If you want to solve this problem, then most extensions will cease to exist. There is absolutely no way to make extensions stable if (a) they remain monkey patches, and (b) the underlying code changes. And we’re not going to stop developing GNOME, so (b) is here to stay. If we get rid of (a) and add some stable API for extensions to use to do the things they want to do, then sure we could stabilize the surviving extensions, but 95% of extensions that exist now would cease to exist. So you’ve got to decide what you prefer.
Personally I’m OK with the status quo. Users understand that extensions are 100% unsupported and they are on their own if it breaks, but also have unlimited control to change anything they want via the extensions. I suspect if we were to try to lock things down to prevent extensions from breaking, we’d wind up with cries of “removing choice” etc. But whatever, I don’t really care too much. Just want to make sure you understand the unavoidable trade-off between flexibility and stability.

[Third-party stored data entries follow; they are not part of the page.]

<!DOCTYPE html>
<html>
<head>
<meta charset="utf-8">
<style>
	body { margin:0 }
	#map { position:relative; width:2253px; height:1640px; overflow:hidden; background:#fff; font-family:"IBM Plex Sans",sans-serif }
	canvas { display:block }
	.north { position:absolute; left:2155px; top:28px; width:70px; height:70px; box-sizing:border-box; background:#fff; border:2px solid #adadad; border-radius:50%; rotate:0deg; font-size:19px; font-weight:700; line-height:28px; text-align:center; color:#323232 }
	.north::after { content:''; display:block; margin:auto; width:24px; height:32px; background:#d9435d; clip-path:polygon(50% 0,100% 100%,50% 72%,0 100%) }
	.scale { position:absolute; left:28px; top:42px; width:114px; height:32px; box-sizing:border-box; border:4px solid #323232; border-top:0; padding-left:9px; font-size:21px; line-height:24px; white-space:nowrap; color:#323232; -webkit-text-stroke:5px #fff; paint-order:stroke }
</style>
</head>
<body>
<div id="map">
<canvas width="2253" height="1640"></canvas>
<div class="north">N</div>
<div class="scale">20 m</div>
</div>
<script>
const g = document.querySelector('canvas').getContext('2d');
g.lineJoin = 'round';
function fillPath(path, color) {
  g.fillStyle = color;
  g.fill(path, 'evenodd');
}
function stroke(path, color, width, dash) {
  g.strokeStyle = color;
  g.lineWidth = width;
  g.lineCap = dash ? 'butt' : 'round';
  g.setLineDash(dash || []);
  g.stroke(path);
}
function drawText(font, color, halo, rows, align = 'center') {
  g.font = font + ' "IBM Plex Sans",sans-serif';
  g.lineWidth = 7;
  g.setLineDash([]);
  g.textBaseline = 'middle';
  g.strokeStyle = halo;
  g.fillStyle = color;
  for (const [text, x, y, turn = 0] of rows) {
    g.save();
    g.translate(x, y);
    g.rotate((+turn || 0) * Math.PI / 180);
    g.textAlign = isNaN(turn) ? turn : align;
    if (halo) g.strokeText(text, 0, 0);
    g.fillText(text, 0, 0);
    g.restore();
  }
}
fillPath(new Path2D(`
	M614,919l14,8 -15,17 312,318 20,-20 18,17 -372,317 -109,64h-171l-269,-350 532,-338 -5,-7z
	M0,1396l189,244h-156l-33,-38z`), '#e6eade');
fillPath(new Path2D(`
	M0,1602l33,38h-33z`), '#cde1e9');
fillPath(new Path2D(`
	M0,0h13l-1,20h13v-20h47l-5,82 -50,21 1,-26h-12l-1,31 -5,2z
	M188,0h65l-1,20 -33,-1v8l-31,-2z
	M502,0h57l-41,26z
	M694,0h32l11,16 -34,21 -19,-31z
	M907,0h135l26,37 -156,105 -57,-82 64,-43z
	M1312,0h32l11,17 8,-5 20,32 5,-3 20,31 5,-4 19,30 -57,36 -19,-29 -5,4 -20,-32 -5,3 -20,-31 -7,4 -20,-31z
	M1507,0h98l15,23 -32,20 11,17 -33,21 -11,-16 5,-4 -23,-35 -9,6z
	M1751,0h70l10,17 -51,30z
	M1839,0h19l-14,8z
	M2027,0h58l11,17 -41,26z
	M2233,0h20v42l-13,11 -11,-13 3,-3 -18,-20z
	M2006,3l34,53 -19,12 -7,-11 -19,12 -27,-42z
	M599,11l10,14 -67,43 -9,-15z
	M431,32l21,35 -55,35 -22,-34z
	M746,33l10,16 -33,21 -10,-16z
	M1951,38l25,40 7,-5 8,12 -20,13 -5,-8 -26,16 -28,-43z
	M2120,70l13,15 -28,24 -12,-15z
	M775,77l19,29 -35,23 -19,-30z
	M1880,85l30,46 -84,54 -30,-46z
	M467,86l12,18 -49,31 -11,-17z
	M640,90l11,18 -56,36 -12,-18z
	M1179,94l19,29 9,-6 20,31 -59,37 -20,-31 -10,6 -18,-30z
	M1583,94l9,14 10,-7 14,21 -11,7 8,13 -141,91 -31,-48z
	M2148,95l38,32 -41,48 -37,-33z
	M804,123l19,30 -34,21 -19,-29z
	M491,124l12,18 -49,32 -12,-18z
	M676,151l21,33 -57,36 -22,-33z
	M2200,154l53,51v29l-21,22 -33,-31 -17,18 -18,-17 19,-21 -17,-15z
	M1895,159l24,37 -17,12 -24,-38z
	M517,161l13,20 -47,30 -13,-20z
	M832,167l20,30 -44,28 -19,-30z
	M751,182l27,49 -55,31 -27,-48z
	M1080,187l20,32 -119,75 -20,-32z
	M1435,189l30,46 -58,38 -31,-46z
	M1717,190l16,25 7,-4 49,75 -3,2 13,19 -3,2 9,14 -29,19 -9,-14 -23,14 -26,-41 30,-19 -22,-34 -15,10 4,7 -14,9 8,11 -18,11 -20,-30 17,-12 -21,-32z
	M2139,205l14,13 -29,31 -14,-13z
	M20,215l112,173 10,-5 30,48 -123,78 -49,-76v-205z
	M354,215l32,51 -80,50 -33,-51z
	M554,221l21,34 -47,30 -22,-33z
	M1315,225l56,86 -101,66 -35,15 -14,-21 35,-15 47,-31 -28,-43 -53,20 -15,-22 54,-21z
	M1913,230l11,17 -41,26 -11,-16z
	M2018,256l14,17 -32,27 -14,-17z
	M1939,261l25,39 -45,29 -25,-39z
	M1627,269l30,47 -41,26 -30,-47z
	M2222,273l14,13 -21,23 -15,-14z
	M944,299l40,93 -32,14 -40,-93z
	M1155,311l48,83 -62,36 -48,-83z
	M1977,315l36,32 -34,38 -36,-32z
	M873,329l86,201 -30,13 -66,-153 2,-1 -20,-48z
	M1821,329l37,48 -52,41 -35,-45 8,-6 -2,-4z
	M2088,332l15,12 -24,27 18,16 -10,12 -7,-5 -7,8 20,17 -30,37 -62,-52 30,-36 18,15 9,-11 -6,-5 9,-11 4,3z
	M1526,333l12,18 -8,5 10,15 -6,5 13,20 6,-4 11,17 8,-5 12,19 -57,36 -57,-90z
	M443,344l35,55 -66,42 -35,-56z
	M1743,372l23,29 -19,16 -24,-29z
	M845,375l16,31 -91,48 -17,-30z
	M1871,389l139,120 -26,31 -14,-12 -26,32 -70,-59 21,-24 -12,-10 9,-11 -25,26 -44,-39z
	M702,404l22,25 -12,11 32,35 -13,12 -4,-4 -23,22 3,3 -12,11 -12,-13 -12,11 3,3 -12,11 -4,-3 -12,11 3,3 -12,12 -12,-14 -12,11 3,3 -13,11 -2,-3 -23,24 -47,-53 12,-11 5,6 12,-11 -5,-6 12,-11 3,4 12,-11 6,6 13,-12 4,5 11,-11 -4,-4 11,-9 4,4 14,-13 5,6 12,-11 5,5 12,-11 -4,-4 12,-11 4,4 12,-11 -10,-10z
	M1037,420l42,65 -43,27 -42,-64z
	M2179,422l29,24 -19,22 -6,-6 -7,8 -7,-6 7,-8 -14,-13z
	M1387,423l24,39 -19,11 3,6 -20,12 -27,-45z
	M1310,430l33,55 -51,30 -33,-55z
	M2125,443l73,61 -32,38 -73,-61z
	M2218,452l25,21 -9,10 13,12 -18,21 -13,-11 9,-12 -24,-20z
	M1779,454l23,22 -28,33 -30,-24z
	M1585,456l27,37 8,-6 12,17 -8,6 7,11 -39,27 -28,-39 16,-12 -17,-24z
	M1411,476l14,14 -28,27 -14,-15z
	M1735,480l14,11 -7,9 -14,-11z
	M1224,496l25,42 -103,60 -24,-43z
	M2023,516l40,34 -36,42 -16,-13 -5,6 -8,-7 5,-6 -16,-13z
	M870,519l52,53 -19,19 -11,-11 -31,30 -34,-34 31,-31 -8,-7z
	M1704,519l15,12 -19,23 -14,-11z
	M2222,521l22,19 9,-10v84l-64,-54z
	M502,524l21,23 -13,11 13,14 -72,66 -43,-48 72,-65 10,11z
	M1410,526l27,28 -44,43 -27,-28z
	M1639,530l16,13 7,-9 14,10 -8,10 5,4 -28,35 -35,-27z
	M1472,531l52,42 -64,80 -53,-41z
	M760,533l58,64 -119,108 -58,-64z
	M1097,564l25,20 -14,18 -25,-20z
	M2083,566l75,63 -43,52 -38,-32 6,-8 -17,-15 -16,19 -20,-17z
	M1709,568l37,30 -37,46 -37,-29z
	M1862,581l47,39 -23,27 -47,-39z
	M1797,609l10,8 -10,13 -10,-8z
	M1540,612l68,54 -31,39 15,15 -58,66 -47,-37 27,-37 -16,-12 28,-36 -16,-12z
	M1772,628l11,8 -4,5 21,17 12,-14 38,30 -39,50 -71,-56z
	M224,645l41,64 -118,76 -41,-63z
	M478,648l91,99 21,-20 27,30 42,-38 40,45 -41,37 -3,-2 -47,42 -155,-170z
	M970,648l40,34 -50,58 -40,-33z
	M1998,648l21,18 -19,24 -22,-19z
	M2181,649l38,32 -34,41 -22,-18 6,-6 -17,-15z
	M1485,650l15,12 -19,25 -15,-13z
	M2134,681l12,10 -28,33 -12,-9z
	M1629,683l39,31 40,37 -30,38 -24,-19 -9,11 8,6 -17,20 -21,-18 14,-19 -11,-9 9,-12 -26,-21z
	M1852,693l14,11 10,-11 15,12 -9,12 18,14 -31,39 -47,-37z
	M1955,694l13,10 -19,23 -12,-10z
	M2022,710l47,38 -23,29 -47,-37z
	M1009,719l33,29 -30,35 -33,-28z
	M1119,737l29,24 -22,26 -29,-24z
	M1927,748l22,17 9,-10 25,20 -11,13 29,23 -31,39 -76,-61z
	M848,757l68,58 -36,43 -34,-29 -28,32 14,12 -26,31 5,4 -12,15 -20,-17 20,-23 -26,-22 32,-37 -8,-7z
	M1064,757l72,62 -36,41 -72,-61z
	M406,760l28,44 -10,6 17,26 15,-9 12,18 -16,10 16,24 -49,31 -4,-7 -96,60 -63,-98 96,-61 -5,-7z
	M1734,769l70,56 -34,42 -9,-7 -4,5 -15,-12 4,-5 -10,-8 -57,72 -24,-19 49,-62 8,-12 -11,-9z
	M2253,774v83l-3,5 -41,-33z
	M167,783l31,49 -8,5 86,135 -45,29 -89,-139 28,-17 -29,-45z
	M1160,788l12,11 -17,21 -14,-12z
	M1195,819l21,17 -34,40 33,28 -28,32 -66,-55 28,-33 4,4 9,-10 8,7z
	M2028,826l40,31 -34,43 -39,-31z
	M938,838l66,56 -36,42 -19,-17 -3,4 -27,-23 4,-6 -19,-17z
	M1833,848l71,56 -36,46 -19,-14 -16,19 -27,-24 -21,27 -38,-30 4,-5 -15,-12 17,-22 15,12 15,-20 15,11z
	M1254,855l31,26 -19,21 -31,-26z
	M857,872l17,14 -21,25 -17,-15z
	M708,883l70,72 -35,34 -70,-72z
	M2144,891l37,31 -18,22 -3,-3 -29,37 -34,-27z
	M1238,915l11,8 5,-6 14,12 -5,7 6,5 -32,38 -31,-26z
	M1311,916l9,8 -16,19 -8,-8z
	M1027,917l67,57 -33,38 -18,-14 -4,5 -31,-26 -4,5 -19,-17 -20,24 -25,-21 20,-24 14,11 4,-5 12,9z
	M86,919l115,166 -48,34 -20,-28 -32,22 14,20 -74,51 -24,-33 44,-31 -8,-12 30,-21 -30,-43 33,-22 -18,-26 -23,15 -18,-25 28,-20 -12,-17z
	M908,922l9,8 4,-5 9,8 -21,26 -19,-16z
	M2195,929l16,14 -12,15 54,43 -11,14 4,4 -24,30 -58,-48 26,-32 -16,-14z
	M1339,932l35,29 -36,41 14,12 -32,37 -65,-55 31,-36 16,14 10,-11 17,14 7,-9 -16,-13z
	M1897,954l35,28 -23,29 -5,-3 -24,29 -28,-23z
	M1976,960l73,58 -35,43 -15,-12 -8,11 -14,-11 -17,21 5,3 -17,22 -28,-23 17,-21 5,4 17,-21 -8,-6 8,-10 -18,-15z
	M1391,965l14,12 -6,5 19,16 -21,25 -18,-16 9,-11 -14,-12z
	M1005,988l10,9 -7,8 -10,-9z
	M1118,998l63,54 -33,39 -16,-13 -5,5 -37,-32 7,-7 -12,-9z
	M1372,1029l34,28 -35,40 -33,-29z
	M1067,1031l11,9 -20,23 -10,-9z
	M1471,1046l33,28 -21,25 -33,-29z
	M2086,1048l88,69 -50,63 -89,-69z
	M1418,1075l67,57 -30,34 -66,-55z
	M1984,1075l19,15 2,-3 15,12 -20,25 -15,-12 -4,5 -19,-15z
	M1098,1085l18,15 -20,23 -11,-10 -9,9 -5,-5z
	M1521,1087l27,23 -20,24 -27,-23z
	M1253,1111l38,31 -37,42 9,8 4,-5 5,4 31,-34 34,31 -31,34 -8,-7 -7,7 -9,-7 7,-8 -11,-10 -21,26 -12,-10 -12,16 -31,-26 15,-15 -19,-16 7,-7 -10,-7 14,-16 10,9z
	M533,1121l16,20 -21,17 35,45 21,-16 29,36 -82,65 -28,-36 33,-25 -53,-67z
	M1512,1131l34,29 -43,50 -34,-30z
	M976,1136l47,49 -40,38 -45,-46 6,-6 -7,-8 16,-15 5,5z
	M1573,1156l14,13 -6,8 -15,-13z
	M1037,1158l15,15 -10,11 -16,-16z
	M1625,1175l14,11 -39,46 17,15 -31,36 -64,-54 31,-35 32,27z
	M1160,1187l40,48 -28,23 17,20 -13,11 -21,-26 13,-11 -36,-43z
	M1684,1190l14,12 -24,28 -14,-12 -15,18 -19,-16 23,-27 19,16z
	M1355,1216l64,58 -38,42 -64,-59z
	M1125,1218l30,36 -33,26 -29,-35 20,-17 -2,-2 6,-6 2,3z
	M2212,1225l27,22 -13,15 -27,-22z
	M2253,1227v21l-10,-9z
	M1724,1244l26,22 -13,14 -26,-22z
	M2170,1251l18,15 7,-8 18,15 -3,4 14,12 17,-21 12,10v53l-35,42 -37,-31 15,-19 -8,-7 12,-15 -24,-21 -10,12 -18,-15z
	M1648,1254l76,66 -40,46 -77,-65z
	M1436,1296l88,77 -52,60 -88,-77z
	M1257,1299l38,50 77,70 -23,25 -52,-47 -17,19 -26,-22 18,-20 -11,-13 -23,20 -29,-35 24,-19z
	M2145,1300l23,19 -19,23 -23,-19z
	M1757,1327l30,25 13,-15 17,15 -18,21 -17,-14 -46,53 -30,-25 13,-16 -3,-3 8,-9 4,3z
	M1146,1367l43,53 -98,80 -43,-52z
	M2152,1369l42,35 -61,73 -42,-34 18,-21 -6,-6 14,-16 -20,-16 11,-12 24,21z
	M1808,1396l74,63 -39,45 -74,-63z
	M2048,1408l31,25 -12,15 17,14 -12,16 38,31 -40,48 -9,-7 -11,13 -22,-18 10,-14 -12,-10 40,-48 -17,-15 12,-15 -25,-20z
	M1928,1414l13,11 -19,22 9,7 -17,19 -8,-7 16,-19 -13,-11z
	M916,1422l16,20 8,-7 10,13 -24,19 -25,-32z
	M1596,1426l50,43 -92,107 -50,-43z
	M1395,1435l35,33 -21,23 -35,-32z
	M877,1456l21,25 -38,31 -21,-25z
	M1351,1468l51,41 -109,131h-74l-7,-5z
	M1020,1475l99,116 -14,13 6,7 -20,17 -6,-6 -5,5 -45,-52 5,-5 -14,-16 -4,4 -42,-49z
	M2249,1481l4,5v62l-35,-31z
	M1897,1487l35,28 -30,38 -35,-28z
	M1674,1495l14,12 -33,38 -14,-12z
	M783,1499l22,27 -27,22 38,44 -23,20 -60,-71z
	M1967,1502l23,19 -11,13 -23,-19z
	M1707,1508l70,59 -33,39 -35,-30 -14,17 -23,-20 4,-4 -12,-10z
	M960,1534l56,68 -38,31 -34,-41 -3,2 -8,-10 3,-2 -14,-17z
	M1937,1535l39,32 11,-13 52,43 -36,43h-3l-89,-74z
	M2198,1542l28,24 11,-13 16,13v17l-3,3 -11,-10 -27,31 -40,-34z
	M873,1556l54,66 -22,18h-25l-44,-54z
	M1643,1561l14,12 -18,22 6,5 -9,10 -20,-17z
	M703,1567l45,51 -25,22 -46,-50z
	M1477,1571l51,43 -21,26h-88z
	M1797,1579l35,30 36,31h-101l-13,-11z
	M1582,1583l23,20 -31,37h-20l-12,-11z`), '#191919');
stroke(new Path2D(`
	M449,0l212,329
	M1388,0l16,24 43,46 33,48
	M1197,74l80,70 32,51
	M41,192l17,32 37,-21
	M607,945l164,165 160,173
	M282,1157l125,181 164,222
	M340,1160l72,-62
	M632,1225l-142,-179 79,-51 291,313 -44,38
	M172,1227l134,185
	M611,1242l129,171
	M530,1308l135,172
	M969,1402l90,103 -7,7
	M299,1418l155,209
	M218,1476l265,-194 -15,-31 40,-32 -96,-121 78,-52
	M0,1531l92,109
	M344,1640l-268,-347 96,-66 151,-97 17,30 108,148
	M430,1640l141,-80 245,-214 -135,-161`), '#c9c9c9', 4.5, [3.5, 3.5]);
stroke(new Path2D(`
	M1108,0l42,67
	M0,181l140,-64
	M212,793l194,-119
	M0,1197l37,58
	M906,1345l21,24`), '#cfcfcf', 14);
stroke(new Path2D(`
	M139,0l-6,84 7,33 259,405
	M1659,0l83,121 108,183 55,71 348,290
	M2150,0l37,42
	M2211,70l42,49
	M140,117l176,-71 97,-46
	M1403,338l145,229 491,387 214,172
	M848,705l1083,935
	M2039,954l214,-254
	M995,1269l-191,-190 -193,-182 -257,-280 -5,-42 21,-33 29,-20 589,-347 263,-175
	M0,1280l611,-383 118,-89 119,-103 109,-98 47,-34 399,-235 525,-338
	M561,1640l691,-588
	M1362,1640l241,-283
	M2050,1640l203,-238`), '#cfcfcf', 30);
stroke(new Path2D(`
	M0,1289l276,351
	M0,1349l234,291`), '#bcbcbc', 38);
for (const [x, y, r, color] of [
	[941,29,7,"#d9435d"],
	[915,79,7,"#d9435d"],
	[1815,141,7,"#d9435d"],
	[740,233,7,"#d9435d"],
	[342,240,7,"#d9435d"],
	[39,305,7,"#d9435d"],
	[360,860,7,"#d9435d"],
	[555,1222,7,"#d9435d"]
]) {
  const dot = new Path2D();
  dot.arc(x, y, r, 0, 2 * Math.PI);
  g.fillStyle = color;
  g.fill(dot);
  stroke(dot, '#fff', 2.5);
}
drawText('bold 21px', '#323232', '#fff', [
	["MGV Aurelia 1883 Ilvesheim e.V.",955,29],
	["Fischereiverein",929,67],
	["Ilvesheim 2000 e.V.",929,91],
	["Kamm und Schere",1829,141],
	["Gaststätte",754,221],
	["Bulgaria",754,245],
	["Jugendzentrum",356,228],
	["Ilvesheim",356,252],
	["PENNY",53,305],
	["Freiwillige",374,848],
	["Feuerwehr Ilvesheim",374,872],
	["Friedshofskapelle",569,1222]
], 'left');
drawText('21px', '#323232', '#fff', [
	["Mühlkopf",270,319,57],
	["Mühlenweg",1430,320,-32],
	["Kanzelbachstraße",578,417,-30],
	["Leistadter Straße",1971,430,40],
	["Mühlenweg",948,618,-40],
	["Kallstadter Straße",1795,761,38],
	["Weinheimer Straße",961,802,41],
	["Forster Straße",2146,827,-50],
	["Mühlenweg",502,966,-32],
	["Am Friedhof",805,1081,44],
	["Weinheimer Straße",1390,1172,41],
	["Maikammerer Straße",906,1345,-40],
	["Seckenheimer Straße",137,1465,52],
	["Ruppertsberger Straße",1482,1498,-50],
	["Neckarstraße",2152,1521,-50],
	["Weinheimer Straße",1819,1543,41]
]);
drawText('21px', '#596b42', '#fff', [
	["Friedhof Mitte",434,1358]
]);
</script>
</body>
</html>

btw this seems really unlikely to me. You have to be pretty enterprising to go making major unsupported modifications to your desktop. I strongly suspect that the overwhelming majority of our users stick to Fedora defaults, which is just our logo extension.
Funny you should ask, I polled my user community and the results are in… about 50% use Gnome and 50% do not. Of those that use Gnome 90.7% said they use extensions and 9.3% say they don’t.
The sort of thing I’m thinking of for making extensions a little better (more reliable upon upgrades) would be some sort of curated list of extensions, perhaps a bit like the new curated list of Flatpak apps we have available in F35. We have that to some extent given there are extensions available for installation via RPM.
Thing is, users don’t have to upgrade instantly. F34s EOL is May of next year, so if someone depends on a GNOME extension that hasn’t been updated to 41 yet, they may simply stick with the current version a bit longer.
On the curated list, not quite sure how that would be different from the status quo. https://extensions.gnome.org already displays the supported Shell versions for every extension and the extension manager displays a red warning sign next to every extension that has been installed yet isn’t compatible with the current Shell version.
Perhaps the solution is as simple as an update to the upgrade docs to remind users to check whether their Gnome extensions are supported after they update? It would be better if this could be automated somehow such that the user gets a message saying “extensions A, B and C wont work after you upgrade” but that’s likely a stretch goal I would think.
The Linux Unplugged guys where actually talking about this in their Real Beefy Miracle episode (where they also interviewed Matthew Miller). Their suggestion was to trail Fedora releases by 6 Months. Basically upgrade to F35 when F36 comes out and so on. In their opinion you still stayed on top of most of the latest updates, but you also gave extension maintainers time to update before you bumped your version.